To say that the new Teenage Mutant Ninja Turtles movie is bad is an oversimplification. Looked at strictly as a summer action movie, it’s pretty standard and falls in the middle of the pack. A handful of action sequences spaced out by exposition and bare-bones characterization. It’s by-the-book-action. And that’s why it fails.
The movie takes a premise and characters that are inherently silly and absurd and forgets to have fun with it. It comes across as an assembly line production, made by people just doing a job as opposed to people who care at all about the characters they are trying to bring to life.
All the things that could make this a more unique movie are replaced by generic stand-ins. Shredder is less blood-thirsty gang leader and more hired help for bland villain William Fichtner, and his bland scheme to make bland money. Shredder’s armor is also given to him by Fichtner, and instead of making him an intimidating ninja warrior, he becomes an Iron Man/Transformer, because that’s what the kids are into these days.
Even the Foot Soldiers, instead of being Shredder’s ninja army, are armed thugs, lugging around assault rifles like terrorists. I’m gonna be honest, this pissed me off more than almost anything else in the movie. The Foot are a fantastic force for the Turtles to go up against in almost every other iteration of the franchise. They are an army of ninjas who have been trained in the same arts as our heroes in a half-shell. It makes for amazing fight sequences. Replacing them with the kind of hired henchmen you could find in just about any other movie would be like someone saying, “Yeah, Superman is cool, but what if we made him a normal person?”
This problem extends to the Turtles themselves. The best versions of TMNT have realized that, with such a ridiculous premise, we need to get to know and care about the Turtles as characters (this is something the new cartoon on Nickelodeon excels at). By contrast, the new movie doesn’t slow down enough for us to understand each Turtle beyond their one designated trait. Leonardo is the leader. Donatello is the techie. Raphael is a hothead. Michelangelo is goofy.
Granted, these are the established personalities of each, but better versions have always found ways to build off those traits to create more nuanced characters (again, see the new Nickelodeon cartoon. It’s awesome.) But this movie couldn’t give two shits, because that would take work and effort.
In fact, for much of the movie, the Turtles are just interchangeable protagonists. You could, for example, replace Raphael with the Hulk and much of the film would be unchanged. At one point Raphael is literally knocking bad guys out of his way as if they were rag dolls just like the Hulk would do. No ninjitsu, just bullet-resistant brute strength. There’s almost no point in even having this be a Ninja Turtle movie. There are a few token attempts, like an impromptu jam as the Turtles ride in an elevator towards the end of the movie, but it comes so late in the game and out of nowhere that it feels less like an example of how these characters behave and more like an afterthought inserted to pad out the run time.
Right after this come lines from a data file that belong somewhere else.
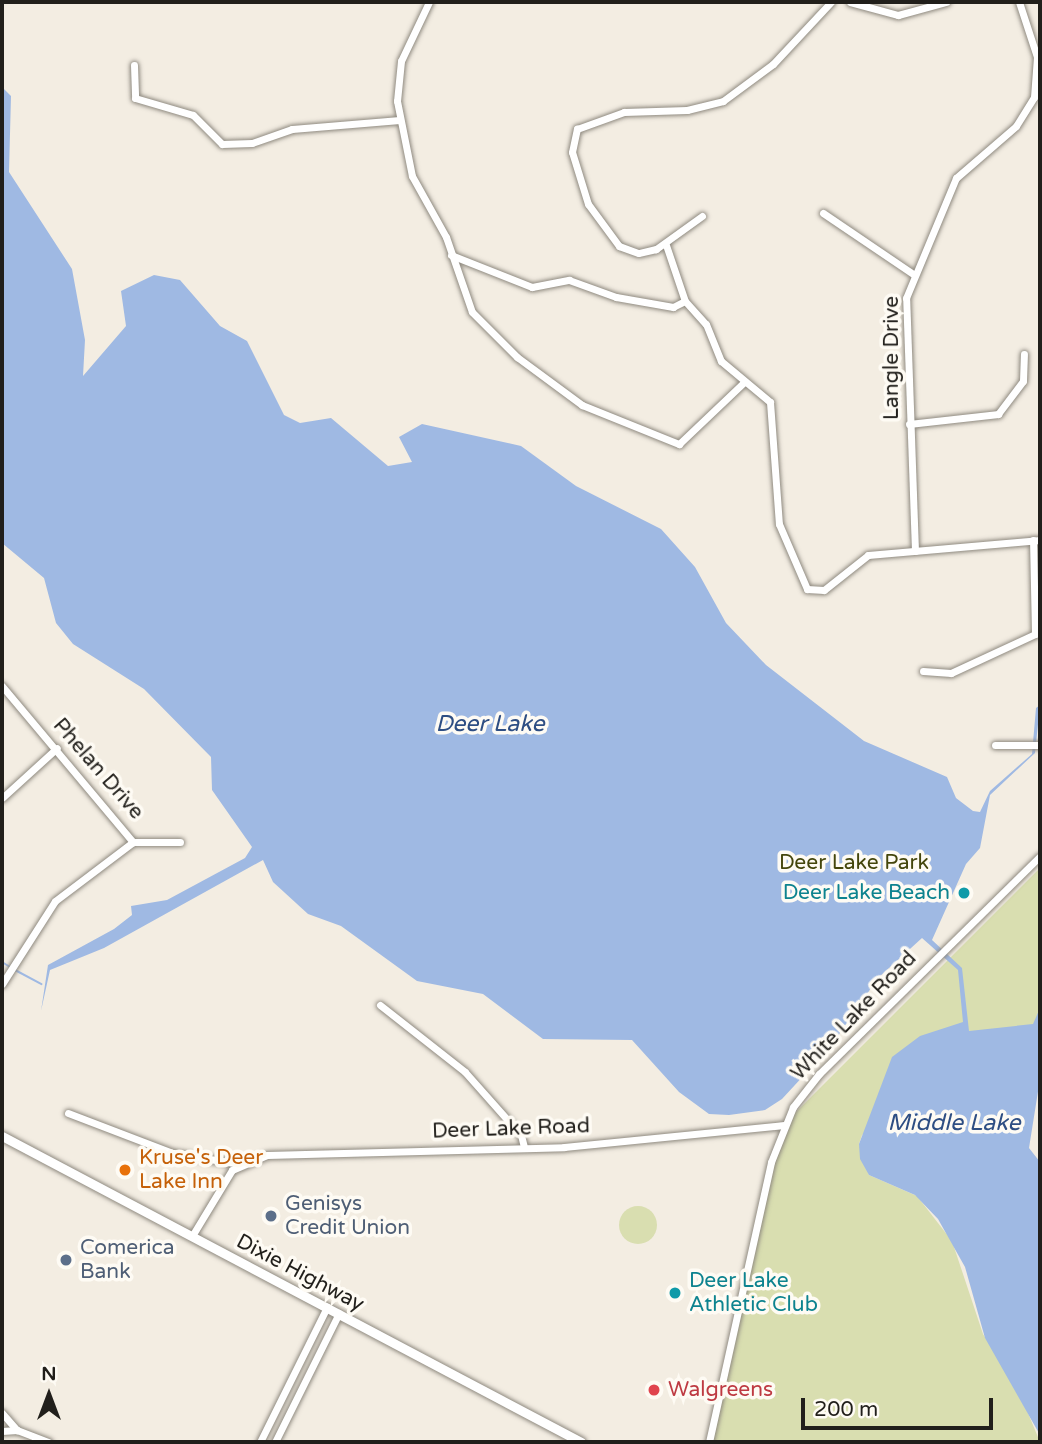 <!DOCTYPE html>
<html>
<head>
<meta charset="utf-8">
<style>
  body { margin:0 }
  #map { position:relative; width:1042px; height:1444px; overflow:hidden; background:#f3ede2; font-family:"Varela Round",sans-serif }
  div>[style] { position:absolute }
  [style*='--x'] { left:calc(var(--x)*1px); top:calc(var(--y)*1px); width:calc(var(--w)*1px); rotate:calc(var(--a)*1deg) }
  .green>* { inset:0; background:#d9deb0 }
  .round { border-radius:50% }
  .water>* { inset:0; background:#9fb9e3 }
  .stream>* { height:2px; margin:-1px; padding:0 1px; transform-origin:1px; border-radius:1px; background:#9fb9e3 }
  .roads { filter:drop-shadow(0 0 2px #8f8a80) drop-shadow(0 0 2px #8f8a80) }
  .minor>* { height:7px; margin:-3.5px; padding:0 3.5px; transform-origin:3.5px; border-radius:3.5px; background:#fff }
  .major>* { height:9px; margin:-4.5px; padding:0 4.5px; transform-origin:4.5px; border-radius:4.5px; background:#fff }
  .dots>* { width:19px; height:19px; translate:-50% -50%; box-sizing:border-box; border:4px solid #fefbf4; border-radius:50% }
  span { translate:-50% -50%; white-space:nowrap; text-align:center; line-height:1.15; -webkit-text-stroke:7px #fefbf4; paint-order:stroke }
  .street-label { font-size:21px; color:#211f1b }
  .park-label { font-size:21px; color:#44460c }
  .culture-label { font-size:21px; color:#0d838f }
  .right { translate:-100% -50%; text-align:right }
  .left { translate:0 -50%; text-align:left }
  .food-label { font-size:21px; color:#c56008 }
  .service-label { font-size:21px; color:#4e5e75 }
  .health-label { font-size:21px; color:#be3a42 }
  .water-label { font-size:23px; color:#2e4e83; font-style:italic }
  .frame { position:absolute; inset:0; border:4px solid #211f1b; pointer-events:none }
  .north { position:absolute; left:14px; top:1360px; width:70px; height:70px; -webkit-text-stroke:5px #fefbf4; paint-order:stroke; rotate:0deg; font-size:19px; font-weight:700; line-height:28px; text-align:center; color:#211f1b }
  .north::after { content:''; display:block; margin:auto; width:24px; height:32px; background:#211f1b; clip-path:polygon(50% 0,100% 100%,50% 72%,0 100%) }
  .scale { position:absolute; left:801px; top:1398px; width:192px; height:32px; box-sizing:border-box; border:4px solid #211f1b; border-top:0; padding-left:9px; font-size:21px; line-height:24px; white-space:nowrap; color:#211f1b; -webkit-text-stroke:5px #fefbf4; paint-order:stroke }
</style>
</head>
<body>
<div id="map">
  <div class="green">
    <div style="clip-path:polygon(1040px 868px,1040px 1021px,862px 1135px,859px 1144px,869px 1175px,917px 1196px,952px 1241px,983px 1334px,1018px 1389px,1040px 1442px,713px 1442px,771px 1175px,790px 1118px)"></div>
    <div class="round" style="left:619px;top:1206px;width:38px;height:38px"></div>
  </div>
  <div class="water">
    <div style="clip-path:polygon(2px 87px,11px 96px,9px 172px,72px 269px,85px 340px,83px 376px,126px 326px,121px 291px,154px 275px,180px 280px,220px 326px,247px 341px,284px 415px,300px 423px,331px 418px,388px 466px,412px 462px,399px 437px,422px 424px,521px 446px,576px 486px,661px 529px,695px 567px,726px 623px,766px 665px,864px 741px,947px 777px,956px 798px,973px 811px,980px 812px,990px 791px,1032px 754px,1036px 708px,1040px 705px,1035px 753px,990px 795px,980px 848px,966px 864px,932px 940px,962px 968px,969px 1031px,1033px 1024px,1040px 1008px,1040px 1079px,1029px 1148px,1040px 1162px,1040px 1435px,985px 1338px,965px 1267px,938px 1219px,915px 1195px,869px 1175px,860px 1159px,859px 1144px,892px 1057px,920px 1036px,963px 1022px,958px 970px,922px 938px,878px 978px,831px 1046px,782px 1099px,765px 1110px,729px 1115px,709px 1114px,679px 1092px,632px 1040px,543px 1039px,483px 994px,417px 981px,341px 926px,308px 914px,273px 882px,263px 860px,104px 948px,50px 970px,41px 1011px,48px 965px,114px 929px,132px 915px,131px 906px,167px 900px,245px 858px,252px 847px,212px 790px,211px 757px,144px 689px,73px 644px,56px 623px,44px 578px,2px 543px)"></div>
  </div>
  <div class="stream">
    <div style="--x:2;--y:962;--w:9;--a:32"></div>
    <div style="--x:15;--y:970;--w:30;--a:28"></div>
  </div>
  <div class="roads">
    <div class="minor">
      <div style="--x:429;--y:2;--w:65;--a:115.4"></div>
      <div style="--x:401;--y:61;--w:40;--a:95.7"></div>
      <div style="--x:397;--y:101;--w:76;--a:78.7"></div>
      <div style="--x:412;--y:176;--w:70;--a:60.9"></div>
      <div style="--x:446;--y:237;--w:79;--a:70.9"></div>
      <div style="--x:472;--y:312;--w:64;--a:45"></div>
      <div style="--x:517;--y:357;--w:81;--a:36.4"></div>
      <div style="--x:582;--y:405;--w:105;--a:21.9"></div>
      <div style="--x:679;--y:444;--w:90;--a:-43.6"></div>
      <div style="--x:850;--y:2;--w:50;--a:15.2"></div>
      <div style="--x:898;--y:15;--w:50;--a:-15.2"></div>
      <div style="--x:134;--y:65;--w:33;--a:88"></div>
      <div style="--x:135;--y:98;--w:60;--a:16.3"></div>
      <div style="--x:193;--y:115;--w:41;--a:45"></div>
      <div style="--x:222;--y:144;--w:30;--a:-2"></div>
      <div style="--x:252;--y:143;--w:42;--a:-19.3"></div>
      <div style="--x:292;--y:129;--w:108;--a:-4.8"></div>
      <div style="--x:823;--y:213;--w:109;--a:34.1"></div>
      <div style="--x:702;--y:216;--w:57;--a:144.3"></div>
      <div style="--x:656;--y:249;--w:18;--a:167"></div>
      <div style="--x:638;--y:253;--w:20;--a:-160"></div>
      <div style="--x:619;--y:246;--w:52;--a:-126.4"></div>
      <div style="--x:588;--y:204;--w:54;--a:-107.1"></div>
      <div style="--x:572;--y:152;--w:24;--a:-78"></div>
      <div style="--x:577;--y:129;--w:50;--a:-19.9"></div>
      <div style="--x:624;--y:112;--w:63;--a:-1.8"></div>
      <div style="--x:687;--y:110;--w:37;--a:-14"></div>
      <div style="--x:723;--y:101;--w:62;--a:-36.5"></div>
      <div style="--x:773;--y:64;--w:85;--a:-46.9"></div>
      <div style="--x:666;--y:245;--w:59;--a:71.3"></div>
      <div style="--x:685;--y:301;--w:31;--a:48"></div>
      <div style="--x:706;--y:324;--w:40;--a:68"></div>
      <div style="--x:721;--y:361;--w:64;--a:39.9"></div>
      <div style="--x:770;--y:402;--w:122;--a:85.8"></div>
      <div style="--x:779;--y:524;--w:71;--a:66.7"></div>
      <div style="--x:807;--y:589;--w:17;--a:3"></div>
      <div style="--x:824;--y:590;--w:56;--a:-38.5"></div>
      <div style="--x:868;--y:555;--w:173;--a:-5"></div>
      <div style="--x:451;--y:255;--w:87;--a:21.6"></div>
      <div style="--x:532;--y:287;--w:38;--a:-11"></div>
      <div style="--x:569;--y:280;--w:50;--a:19.9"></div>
      <div style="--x:616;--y:297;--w:58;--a:10"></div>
      <div style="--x:673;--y:307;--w:13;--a:-27"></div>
      <div style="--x:909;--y:424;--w:90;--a:-6.4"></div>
      <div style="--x:998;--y:414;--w:41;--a:-52.9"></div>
      <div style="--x:1023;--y:381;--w:27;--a:-88"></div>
      <div style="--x:915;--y:551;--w:253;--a:-92"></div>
      <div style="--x:906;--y:298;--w:130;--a:-67.4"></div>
      <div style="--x:956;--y:178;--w:79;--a:-40.9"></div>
      <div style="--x:1016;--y:126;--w:34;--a:-58"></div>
      <div style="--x:1034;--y:97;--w:40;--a:-85.7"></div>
      <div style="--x:1037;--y:57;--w:58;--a:-108.1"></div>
      <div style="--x:923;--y:671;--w:28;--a:4"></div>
      <div style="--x:951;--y:673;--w:93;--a:-24.9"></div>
      <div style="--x:1035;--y:634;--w:94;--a:-91.2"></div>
      <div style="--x:2;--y:686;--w:204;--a:50"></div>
      <div style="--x:995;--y:745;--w:45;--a:0"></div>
      <div style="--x:2;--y:798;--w:74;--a:-42.3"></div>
      <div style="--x:133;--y:842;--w:47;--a:0"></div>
      <div style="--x:2;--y:984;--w:98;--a:-57.4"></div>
      <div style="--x:55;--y:901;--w:98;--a:-37.1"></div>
      <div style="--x:380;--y:1005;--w:108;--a:38.2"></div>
      <div style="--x:465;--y:1072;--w:84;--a:48.4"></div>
      <div style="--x:521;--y:1135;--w:12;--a:76"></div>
      <div style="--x:68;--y:1113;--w:112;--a:20.9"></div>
      <div style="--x:173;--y:1153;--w:68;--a:9.3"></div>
      <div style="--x:192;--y:1236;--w:77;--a:-58.8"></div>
      <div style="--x:232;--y:1170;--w:38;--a:-23"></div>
      <div style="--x:267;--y:1155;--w:297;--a:-1.5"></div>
      <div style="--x:564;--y:1147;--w:221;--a:-5.7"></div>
      <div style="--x:2;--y:1413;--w:23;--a:49"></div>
      <div style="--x:2;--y:1431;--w:15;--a:-4"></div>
      <div style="--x:17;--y:1430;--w:34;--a:21"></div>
      <div style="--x:260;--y:1442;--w:151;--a:-63.6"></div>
      <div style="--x:275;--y:1442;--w:144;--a:-63.6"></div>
      <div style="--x:709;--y:1442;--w:287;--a:-77.5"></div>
      <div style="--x:771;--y:1162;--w:59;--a:-68.2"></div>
      <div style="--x:793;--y:1107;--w:42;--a:-51.8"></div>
      <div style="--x:819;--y:1074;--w:310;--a:-44.6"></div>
    </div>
    <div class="major">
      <div style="--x:2;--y:1136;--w:655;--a:27.86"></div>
    </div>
  </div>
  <div class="dots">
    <div style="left:964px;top:893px;background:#0f9aa8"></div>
    <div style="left:125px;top:1170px;background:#e8710a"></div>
    <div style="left:271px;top:1216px;background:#5c6f8a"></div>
    <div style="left:66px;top:1260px;background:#5c6f8a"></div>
    <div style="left:675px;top:1293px;background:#0f9aa8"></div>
    <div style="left:654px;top:1390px;background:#e0444e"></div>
  </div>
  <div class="street-label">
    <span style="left:892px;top:358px;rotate:-90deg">Langle Drive</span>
    <span style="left:98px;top:769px;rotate:49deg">Phelan Drive</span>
    <span style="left:854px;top:1016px;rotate:-46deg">White Lake Road</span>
    <span style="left:511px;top:1129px;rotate:-2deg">Deer Lake Road</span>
    <span style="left:300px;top:1273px;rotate:28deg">Dixie Highway</span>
  </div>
  <div class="park-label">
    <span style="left:854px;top:863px">Deer Lake Park</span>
  </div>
  <div class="culture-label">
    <span class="right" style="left:950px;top:893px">Deer Lake Beach</span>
    <span class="left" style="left:689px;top:1293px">Deer Lake<br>Athletic Club</span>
  </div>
  <div class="food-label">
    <span class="left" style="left:139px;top:1170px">Kruse's Deer<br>Lake Inn</span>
  </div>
  <div class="service-label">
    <span class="left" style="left:285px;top:1216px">Genisys<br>Credit Union</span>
    <span class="left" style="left:80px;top:1260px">Comerica<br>Bank</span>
  </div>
  <div class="health-label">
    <span class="left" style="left:668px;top:1390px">Walgreens</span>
  </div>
  <div class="water-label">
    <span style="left:490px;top:724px">Deer Lake</span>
    <span style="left:954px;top:1123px">Middle Lake</span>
  </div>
  <div class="frame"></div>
  <div class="north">N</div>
  <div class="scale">200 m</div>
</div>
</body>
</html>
The supporting cast doesn’t fare any better. April O’Neil is essentially just there to be objectified (the fact that Megan Fox was cast should make that abundantly clear). Her connection to the Turtles and plot is based on her relation to her father, who was working with Fichtner’s charcter, as opposed to having anything to offer herself. Splinter, for the first time in the franchise’s history, has no direct Japanese lineage or connection. He is literally just a lab rat before being mutated, and learns ninjitsu from a book he finds in the sewer. This doesn’t stop him from using an Asian accent though, as well as taking a distinctly Asian-looking hair style and outfit, which makes this version of the character a bit of a racist.
The good news, I guess, is that despite everything the new movie is only the third-worst thing to ever come out of the Ninja Turtles franchise. The top spots still belong to the Coming Out Of Their Shells rock tour, and the acid trip that was Saban’s Ninja Turtle reboot. And it’s unfortunate, because there are a few brief moments where the new film actually becomes enjoyable. The centerpiece action sequence featuring a car chase down the snowy slopes of a mountain is a nifty set piece, and at one point three of the Turtles get shot up with adrenaline providing the only genuine laugh the movie got from me. It was the kind of fun I would expect from a Ninja Turtle adaptation, and it really is a shame the filmmakers didn’t let more of that shine through.